Sensitivity functions of airborne EM systems over layered models

Tuesday, 11 June 2019: 13:10
Davie West Building, DW103 (Florida Atlantic University)
Anders Vest Christiansen, Aarhus University, Aarhus, Denmark, Line Meldgaard Madsen, Aarhus University, Geoscience, Aarhus C, Denmark and Esben Auken, University of Aarhus, Aarhus, Denmark
Abstract:
Time-domain (TEM) and fre­quency-domain (FEM) methods with many different measurement systems and different transmitter-receiver configurations can be used for investigation of the near subsurface. By studying sensitivity func­tions of the different systems, it is possible to compare the configurations and asses their advantages and shortcomings.

During the last decades, advancement within airborne TEM systems have made it possible to acquire early time data, which makes it possible to get at good resolution of the near-surface geophysical properties. The research question here is to investigate how good the near surface resolution is and compare it across systems and with layered models.

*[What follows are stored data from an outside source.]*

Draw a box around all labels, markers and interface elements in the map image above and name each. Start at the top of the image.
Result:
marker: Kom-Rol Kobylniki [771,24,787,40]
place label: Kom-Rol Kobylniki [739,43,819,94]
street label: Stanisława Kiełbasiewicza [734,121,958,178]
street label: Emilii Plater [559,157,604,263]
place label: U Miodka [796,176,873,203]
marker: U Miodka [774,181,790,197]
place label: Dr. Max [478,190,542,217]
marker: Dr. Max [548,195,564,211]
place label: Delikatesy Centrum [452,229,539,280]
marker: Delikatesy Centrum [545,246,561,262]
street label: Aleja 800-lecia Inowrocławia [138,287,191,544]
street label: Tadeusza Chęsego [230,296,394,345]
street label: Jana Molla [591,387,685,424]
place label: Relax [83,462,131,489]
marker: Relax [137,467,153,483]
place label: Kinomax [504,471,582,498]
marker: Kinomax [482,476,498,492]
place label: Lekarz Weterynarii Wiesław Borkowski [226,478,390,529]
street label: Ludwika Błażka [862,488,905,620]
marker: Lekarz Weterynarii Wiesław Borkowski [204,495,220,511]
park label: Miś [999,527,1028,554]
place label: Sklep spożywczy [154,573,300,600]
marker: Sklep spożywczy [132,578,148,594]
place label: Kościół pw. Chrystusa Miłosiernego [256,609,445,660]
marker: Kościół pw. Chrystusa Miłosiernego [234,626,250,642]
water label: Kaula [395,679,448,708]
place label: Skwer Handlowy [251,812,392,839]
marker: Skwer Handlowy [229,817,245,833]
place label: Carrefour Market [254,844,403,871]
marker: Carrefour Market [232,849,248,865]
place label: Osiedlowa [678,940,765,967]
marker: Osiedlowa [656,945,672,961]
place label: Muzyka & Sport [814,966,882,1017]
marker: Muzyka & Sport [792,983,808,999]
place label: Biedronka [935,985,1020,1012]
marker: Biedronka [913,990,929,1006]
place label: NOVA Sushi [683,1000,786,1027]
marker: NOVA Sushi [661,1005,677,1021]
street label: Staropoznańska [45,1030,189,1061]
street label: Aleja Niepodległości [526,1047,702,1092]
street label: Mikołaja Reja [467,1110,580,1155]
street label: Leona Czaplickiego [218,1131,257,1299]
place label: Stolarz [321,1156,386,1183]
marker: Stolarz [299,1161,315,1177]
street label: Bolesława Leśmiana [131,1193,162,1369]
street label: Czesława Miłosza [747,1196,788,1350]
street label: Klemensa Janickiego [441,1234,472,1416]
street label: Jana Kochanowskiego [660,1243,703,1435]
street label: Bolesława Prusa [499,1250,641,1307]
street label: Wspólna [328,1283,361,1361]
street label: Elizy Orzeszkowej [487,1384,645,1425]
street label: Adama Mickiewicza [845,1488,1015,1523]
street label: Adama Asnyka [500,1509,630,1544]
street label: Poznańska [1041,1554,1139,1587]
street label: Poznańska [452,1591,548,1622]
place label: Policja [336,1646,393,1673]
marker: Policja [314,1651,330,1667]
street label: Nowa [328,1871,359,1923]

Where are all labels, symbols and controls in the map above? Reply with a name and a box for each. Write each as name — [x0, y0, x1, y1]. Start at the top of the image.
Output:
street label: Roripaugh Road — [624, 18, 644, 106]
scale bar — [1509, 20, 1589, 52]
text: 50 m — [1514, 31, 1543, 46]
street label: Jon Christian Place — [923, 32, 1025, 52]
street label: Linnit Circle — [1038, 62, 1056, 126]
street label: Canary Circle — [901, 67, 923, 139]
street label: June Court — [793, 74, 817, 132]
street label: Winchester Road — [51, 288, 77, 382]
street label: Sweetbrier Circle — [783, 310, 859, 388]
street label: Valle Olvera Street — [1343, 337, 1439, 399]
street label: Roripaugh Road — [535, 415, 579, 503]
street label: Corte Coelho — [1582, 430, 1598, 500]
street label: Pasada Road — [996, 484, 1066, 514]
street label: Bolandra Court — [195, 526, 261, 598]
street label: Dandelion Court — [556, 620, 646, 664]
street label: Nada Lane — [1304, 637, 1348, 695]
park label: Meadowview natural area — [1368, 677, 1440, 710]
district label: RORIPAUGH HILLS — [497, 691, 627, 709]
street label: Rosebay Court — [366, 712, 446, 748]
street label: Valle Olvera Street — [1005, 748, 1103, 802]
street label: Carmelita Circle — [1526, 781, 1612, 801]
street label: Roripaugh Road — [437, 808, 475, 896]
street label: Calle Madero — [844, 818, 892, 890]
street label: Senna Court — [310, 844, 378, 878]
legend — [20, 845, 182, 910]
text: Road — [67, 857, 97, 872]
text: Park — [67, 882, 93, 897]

We present a simple method to compute sensitivity functions for different measurements systems in both time- and frequency-domain over layered models and with inclusion of all system characteristics such as Tx-Rx geometry, waveforms and filters. For a small volume in the Earth, the sensitivity is given by the partial derivative of the measured electric fields (E-fields) with respect to the conductivity of the volume. The sensitivity can be positive or neg­ative, meaning that the measured response will either increase or decrease with an increase of the con­ductivity and also meaning that the sensitivity contribution from this particular volume adds or subtracts to the total sensitivity.

To make quantitative representations of the sensitivity functions in 1D and 2D, the 3D sensitivity model is integrated along the relevant axes. These can further be interpreted in terms of footprint in both lateral and vertical directions.

In the figure below the 2D sensitivity and the 1D sensitivity with depth are shown for a homogeneous halfspace. The sensitivities are normalized by the maximum sensitivity at the given time. The 1D sen­sitivities are integrated from the absolute value of the 3D sensitivities to avoid that positive and negative values cancel each other out.

At least three different EM systems will be compared in the presentation, namely: 1) An airborne TEM system (SkyTEM), 2) an airborne FEM system (Resolve), and 3) a ground-based TEM system (tTEM), to have a ground for comparison against best-case resolution from the surface. Sensitivity functions and footprints for layered models will be presented as well.

Figure: 2D sensitivity distributions for the SkyTEM (a) and tTEM (b). The images shown are for 5 µs over a 30 ohmm halfspace. The images are normalized individually. c) displays the 1D sensitivity at 5 µs (black) and at 100 µs (grey) for tTEM (full line) and SkyTEM (dashed line)